Mas onde tivemos mais tempo para conhecer lugares - especialmente bares - e pessoas foi em Lima, no Peru. Lá, em três dias, conversamos com muita gente, e sempre alguém tinha uma relação com o Brasil, ou com a música - ou ambos. Um exemplo: estávamos em um café e um músico nos abordou para divulgar um show que faria dali a alguns dias. Revelou-se que o cara era um argentino fã da música brasileira - o repertório dele era Caetano, Djavan, Chico Buarque e afins. Ele nos deu a dica de um bar bacana no centro da cidade, o Queirolo, que visitamos na noite seguinte. Lá, fizemos amizade com um outro argentino radicado no Peru, e ainda falava português e já tinha vivido no Brasil. Esse cara, o Didier Dutruel, é estudante de Cinema e decidiu ir ao nosso show – e ainda gravou, editou e publicou no You Tube um clipe da nossa música “Festim”.
Noutra ocasião, estávamos em uma mesa que incluía gente de todo lado: um espanhol que tinha passado uma temporada em Porto Alegre, uma colombiana que morou na China e um uruguaio jornalista que conhecia o Brasil. Por coincidência, esse camarada, o Sengo Pérez, trabalha no PubliMetro de Lima e fez questão de publicar uma notícia do nosso show - foi um baita orgulho ver a foto da banda impressa em um jornal local. Nessa mesa também estava um poeta e jornalista de ascendência irlandesa, o Kenneth O’Brien, que fez questão de ir ao nosso show, nos apresentou vários bares bacanas do bairro histórico de Barranco e ainda nos presenteou com um poema inédito para transformarmos em canção – o que deve acontecer em breve.
Na última noite, enfim, tocamos no Sargento Pimienta - um bar de rock tradicional de Lima, fundado em 1976. Com palco e equipamento de primeira categoria, fizemos um show dos mais empolgados, com direito até a aplausos e gozações de dois gaúchos que estavam na plateia. Depois, até demos uma canja com uma cantora que apareceu no bar - a americana Ashlynn Manning, que em poucas horas iria pegar o avião de volta a Nova York, depois de meses percorrendo a América do Sul.
Bolívia
Nós também tínhamos que estar no aeroporto na manhã seguinte, rumo a La Paz, na Bolívia. Iríamos chegar durante a tarde e à noite já tínhamos compromisso: show no bar Luna Llena. Deu tempo pra tudo, mas havia um complicador. A altitude de 3,6 mil metros e a profusão de lombas da capital boliviana nos exigiram um cuidado extra com o fôlego - o Adelino, asmático, sentiu mais o ar rarefeito e teve que ir direto descansar depois do show. A tocada se deu, novamente, diante de uma plateia atenta, formada por pessoas de diferentes origens.

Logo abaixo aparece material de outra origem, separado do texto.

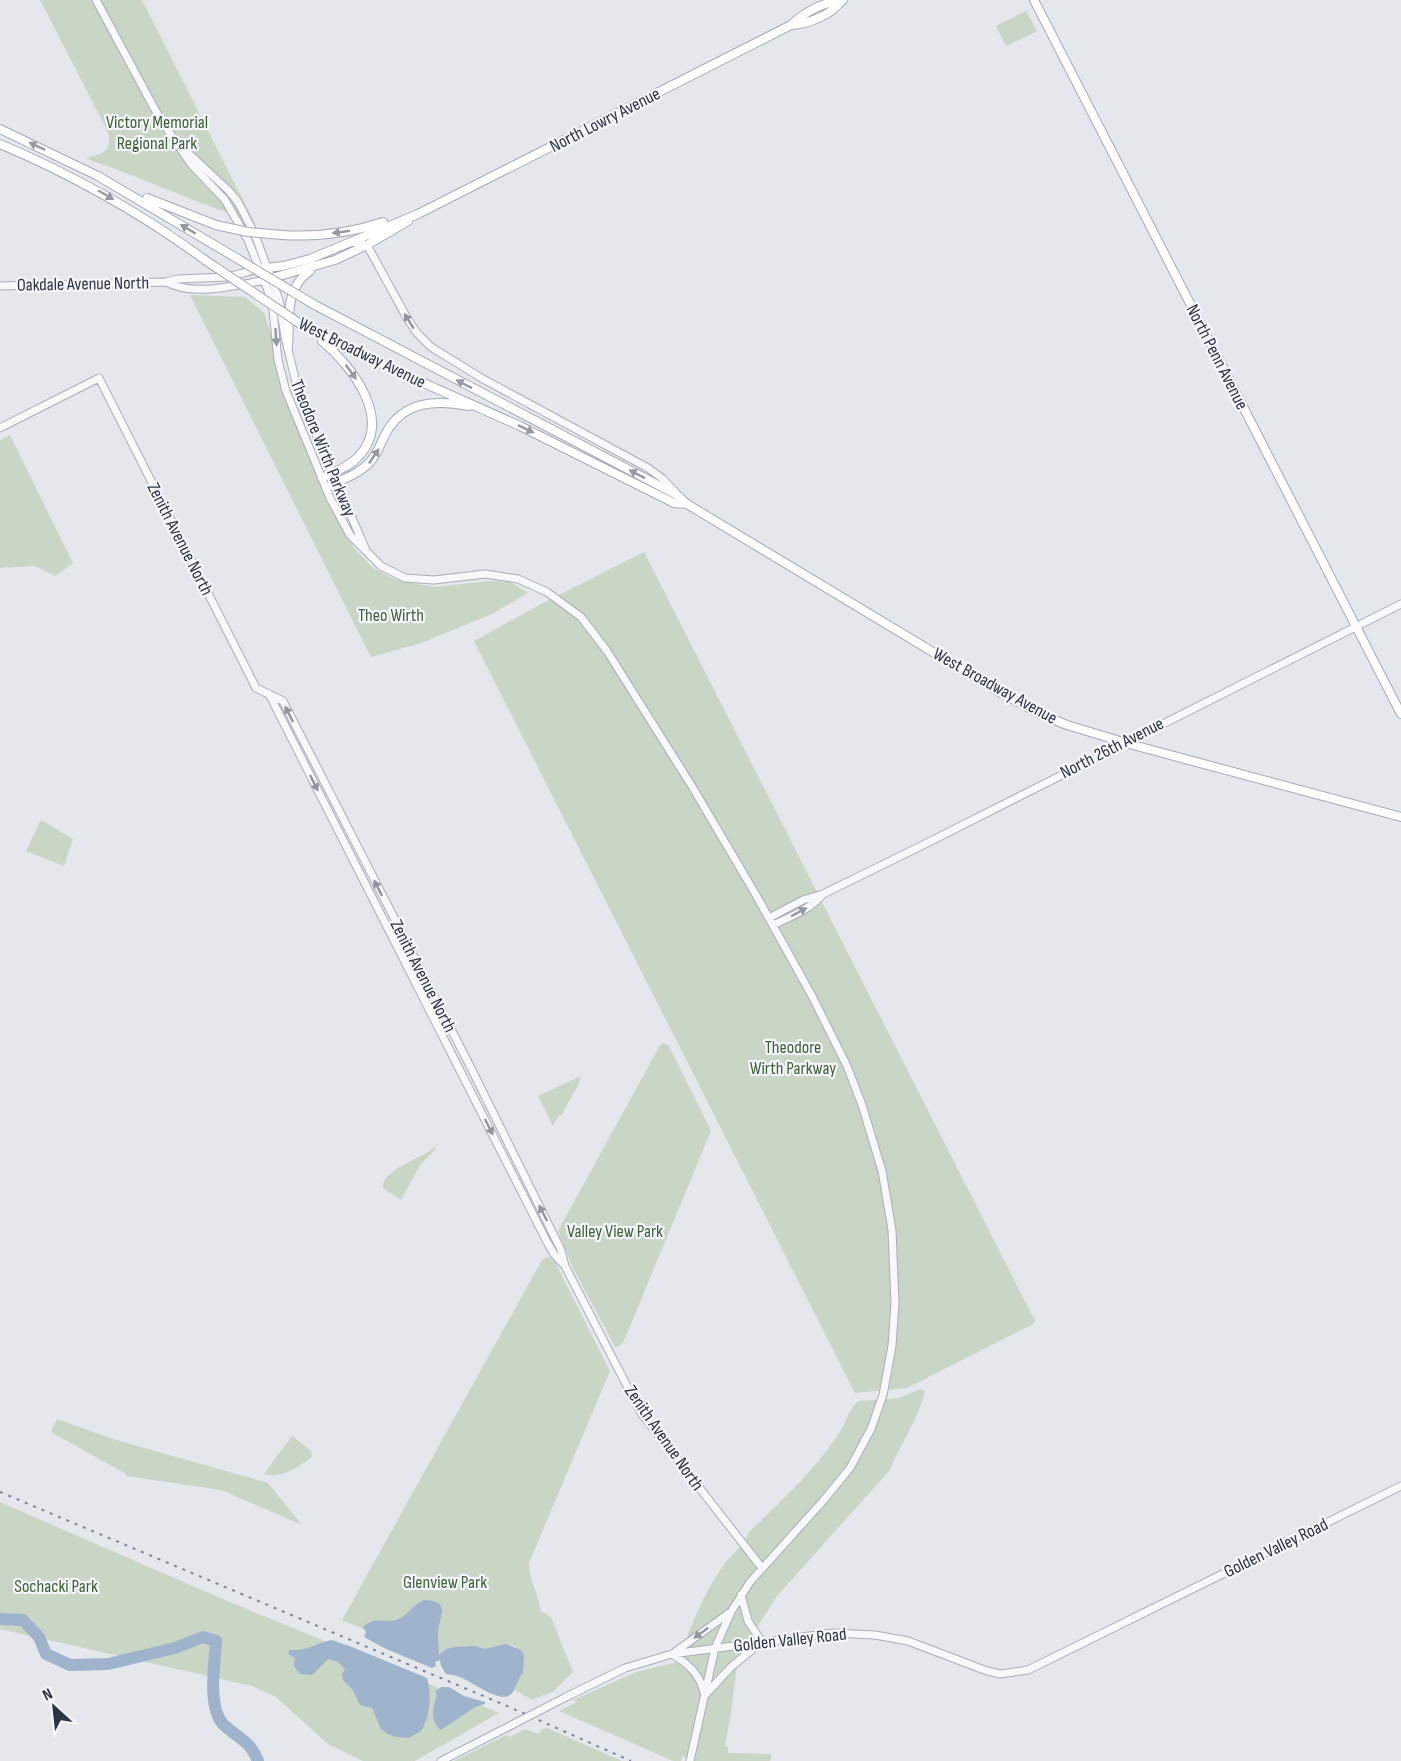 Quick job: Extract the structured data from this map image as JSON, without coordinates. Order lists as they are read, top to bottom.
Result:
{
  "streets": {
    "main road": ["North Lowry Avenue", "West Broadway Avenue", "North Penn Avenue"],
    "street": [
      "Oakdale Avenue North",
      "Theodore Wirth Parkway",
      "Zenith Avenue North",
      "North 26th Avenue",
      "Golden Valley Road"
    ]
  },
  "crossings": [
    ["North Lowry Avenue", "Oakdale Avenue North"],
    ["North Lowry Avenue", "West Broadway Avenue"],
    ["North Lowry Avenue", "Theodore Wirth Parkway"],
    ["Oakdale Avenue North", "Theodore Wirth Parkway"],
    ["West Broadway Avenue", "North 26th Avenue"],
    ["North Penn Avenue", "North 26th Avenue"],
    ["Theodore Wirth Parkway", "Zenith Avenue North"],
    ["Theodore Wirth Parkway", "North 26th Avenue"],
    ["Theodore Wirth Parkway", "Golden Valley Road"]
  ],
  "parks": [
    "Victory Memorial Regional Park",
    "Theo Wirth",
    "Theodore Wirth Parkway",
    "Valley View Park",
    "Glenview Park",
    "Sochacki Park"
  ],
  "north": "top left"
} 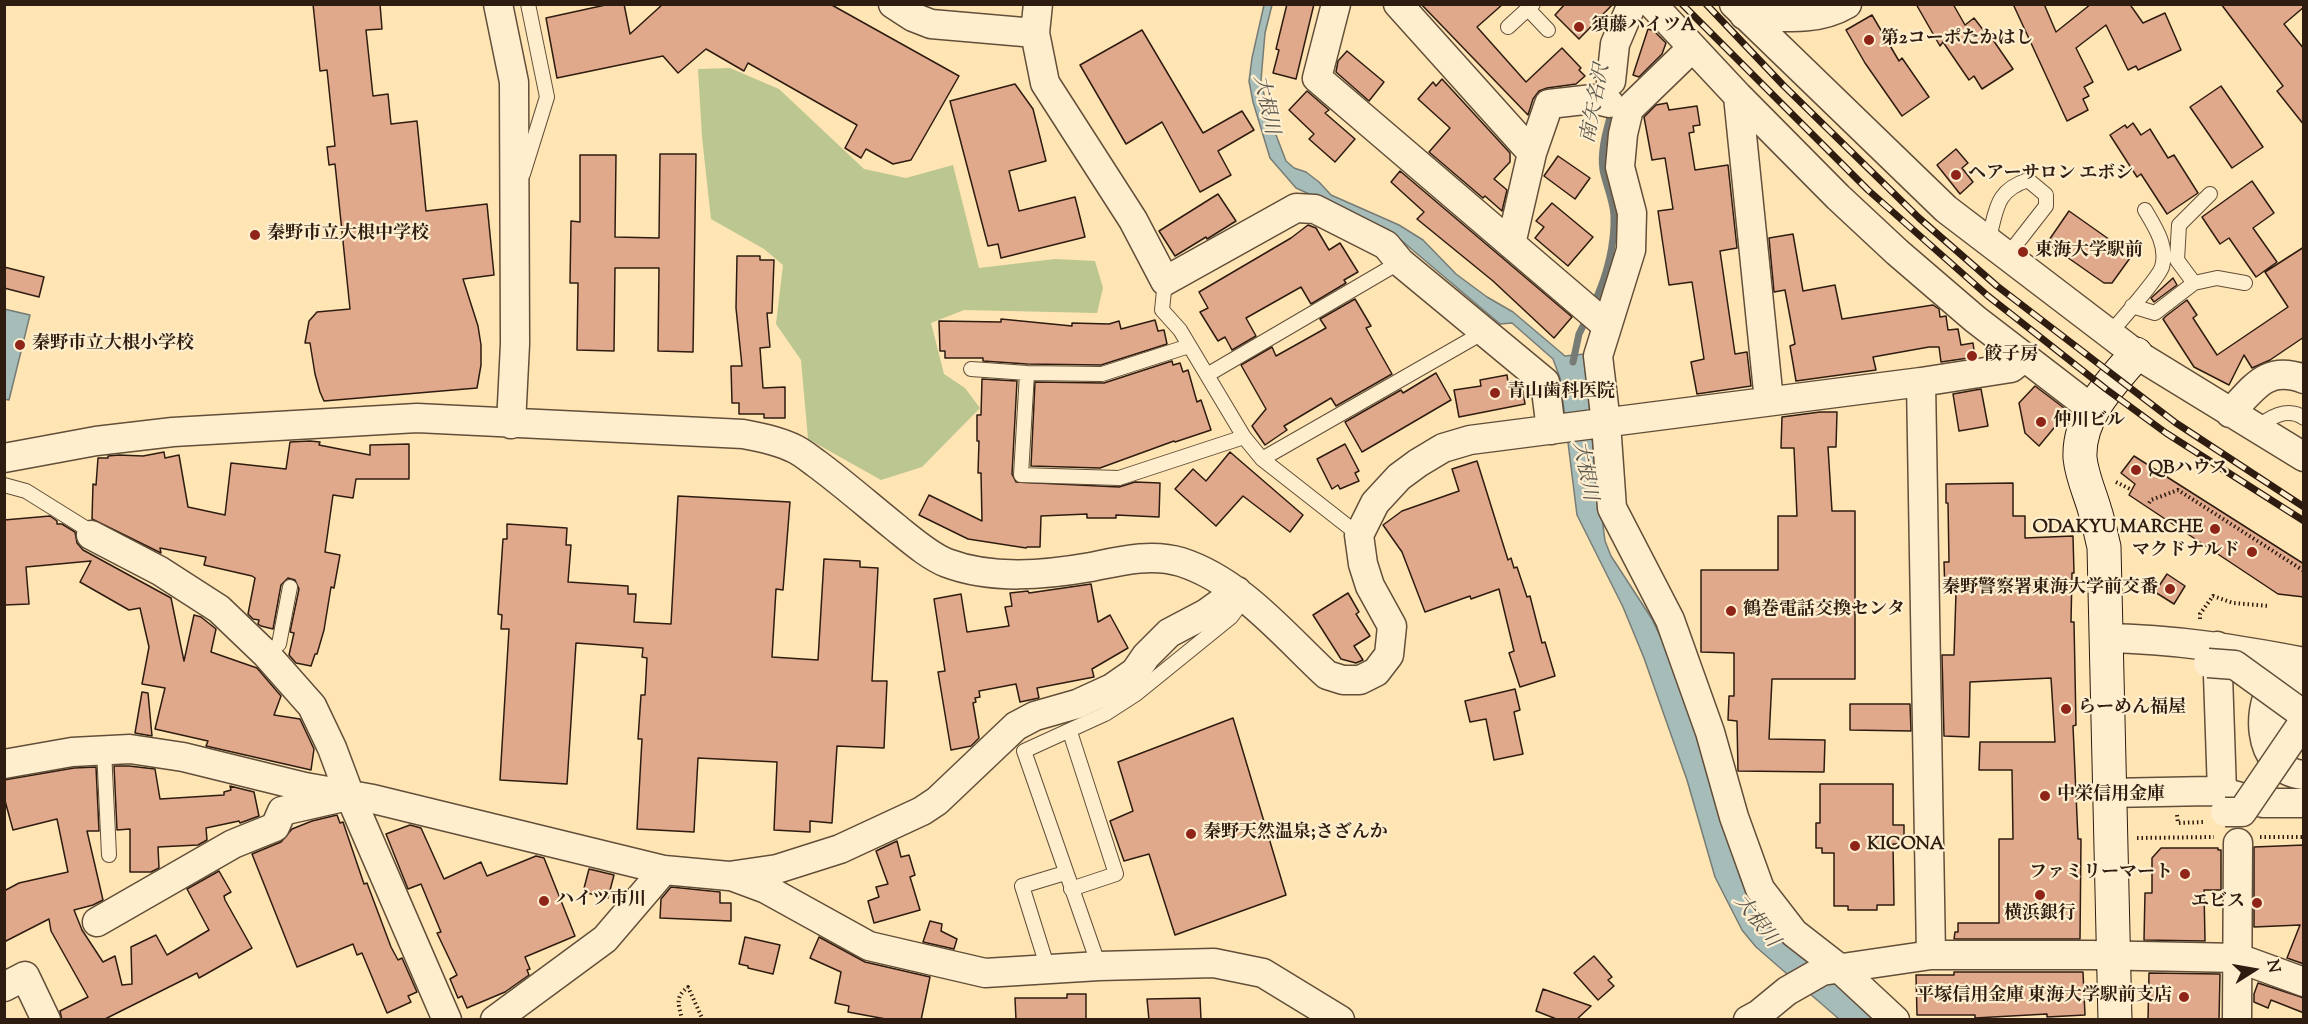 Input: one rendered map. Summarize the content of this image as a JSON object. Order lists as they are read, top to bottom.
{
  "water": ["南矢名沢", "大根川"],
  "places": [
    "須藤ハイツA",
    "第2コーポたかはし",
    "ヘアーサロン エボシ",
    "秦野市立大根中学校",
    "東海大学駅前",
    "秦野市立大根小学校",
    "餃子房",
    "青山歯科医院",
    "仲川ビル",
    "QBハウス",
    "ODAKYU MARCHE",
    "マクドナルド",
    "秦野警察署東海大学前交番",
    "鶴巻電話交換センタ",
    "らーめん福屋",
    "中栄信用金庫",
    "秦野天然温泉;さざんか",
    "KICONA",
    "ファミリーマート",
    "横浜銀行",
    "ハイツ市川",
    "エビス",
    "平塚信用金庫 東海大学駅前支店"
  ],
  "north": "right"
} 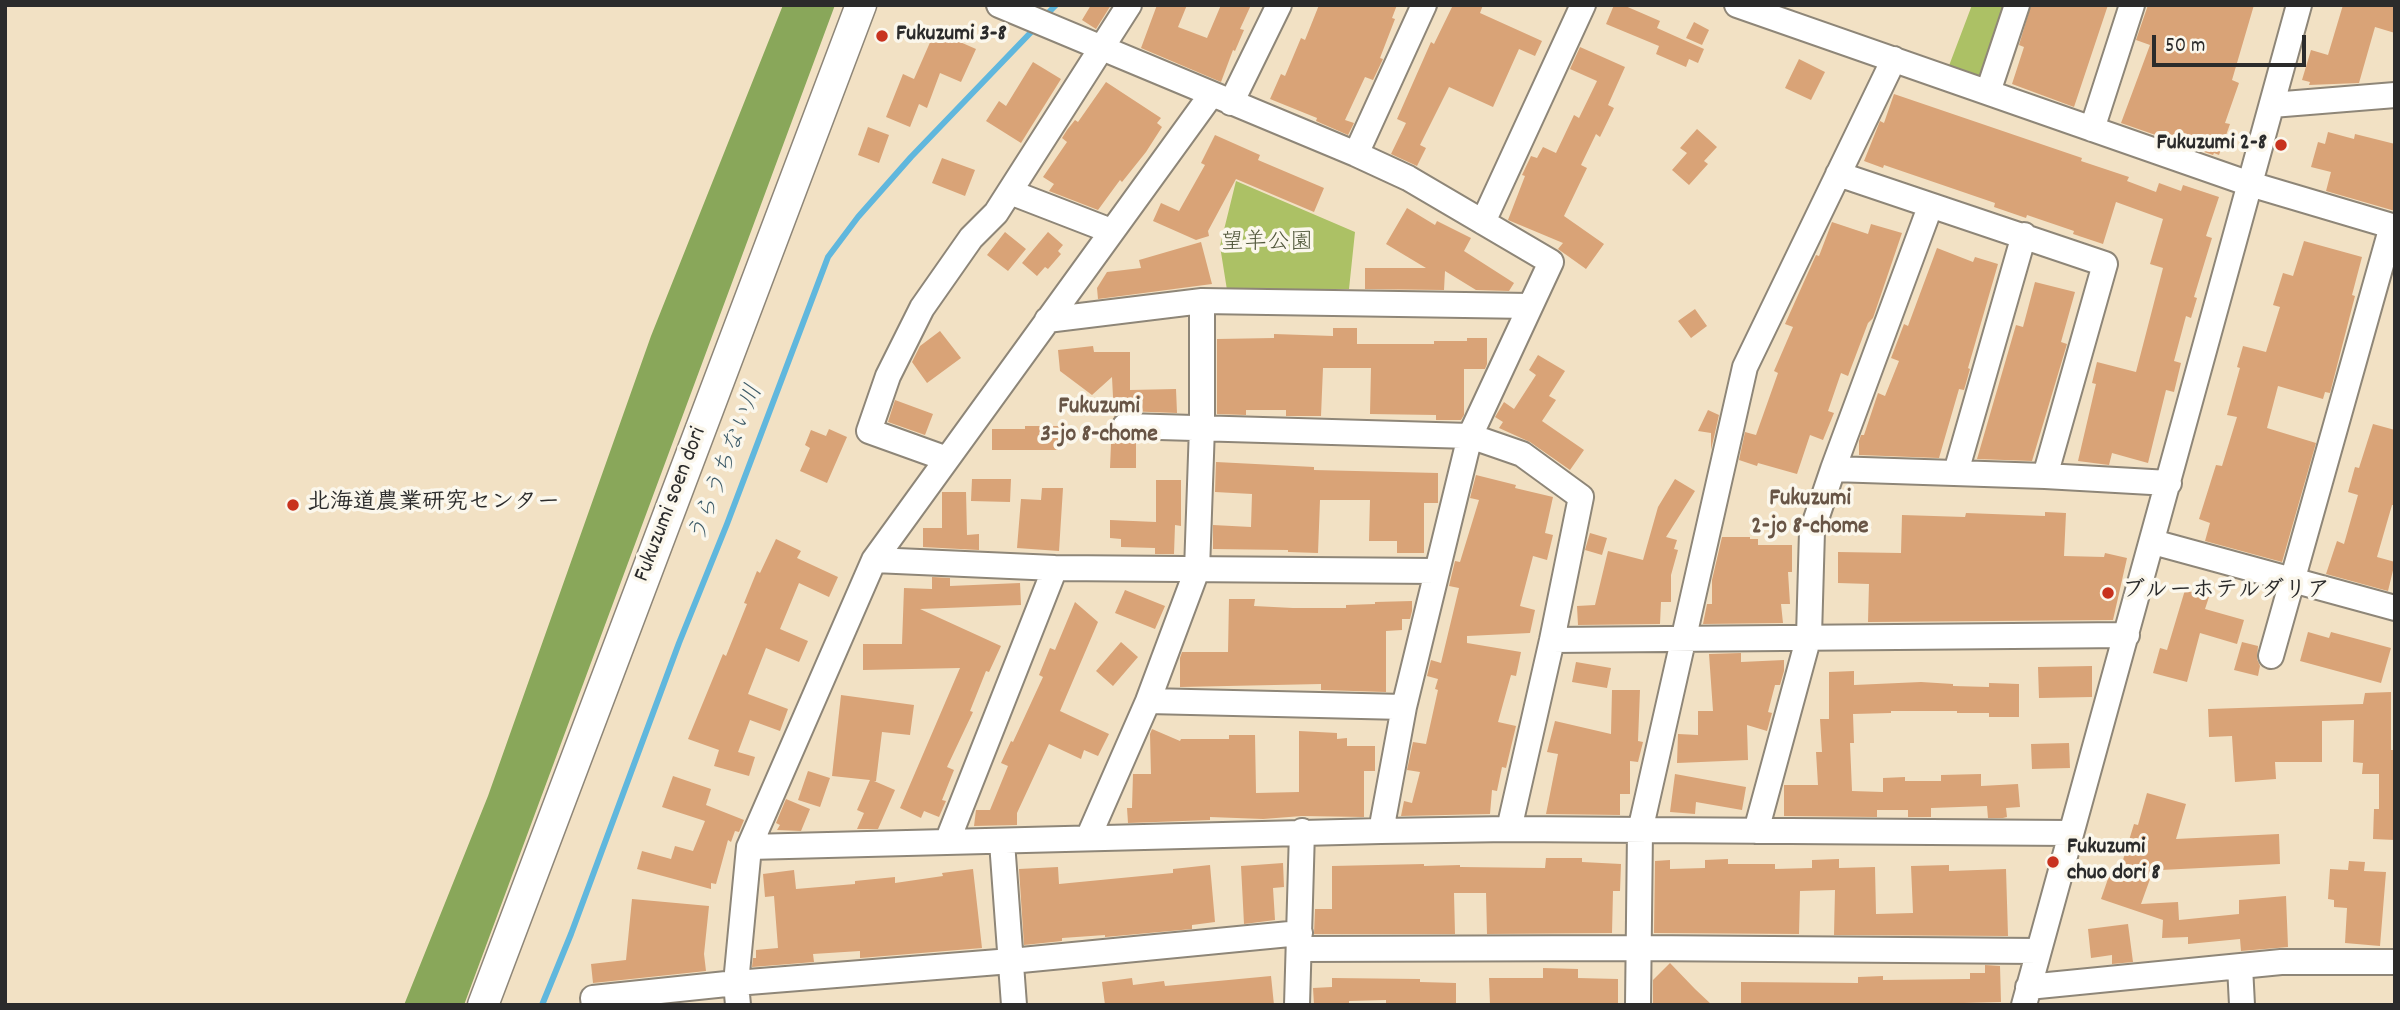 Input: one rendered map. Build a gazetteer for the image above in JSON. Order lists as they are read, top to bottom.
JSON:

No dia seguinte, fomos visitar o centro histórico de La Paz. Soubemos de uma praça em que músicos de rua eram bem-vindos, e lá levamos nossos instrumentos. Tocamos algumas músicas, mas foi rápido - bem naquela tarde, um palco estava sendo montado para um evento no lugar, e os técnicos ficavam testando o sistema de som, o que abafou nossos miniamplificadores. Em dado momento, uma grande passeata tomou conta da avenida em frente, em meio ao trânsito caótico, com gente fantasiada e faixas falando em Jesus Cristo – com Daft Punk rolando nos alto-falantes, só pra deixar a cena toda mais insólita, sempre com as montanhas cercando a paisagem.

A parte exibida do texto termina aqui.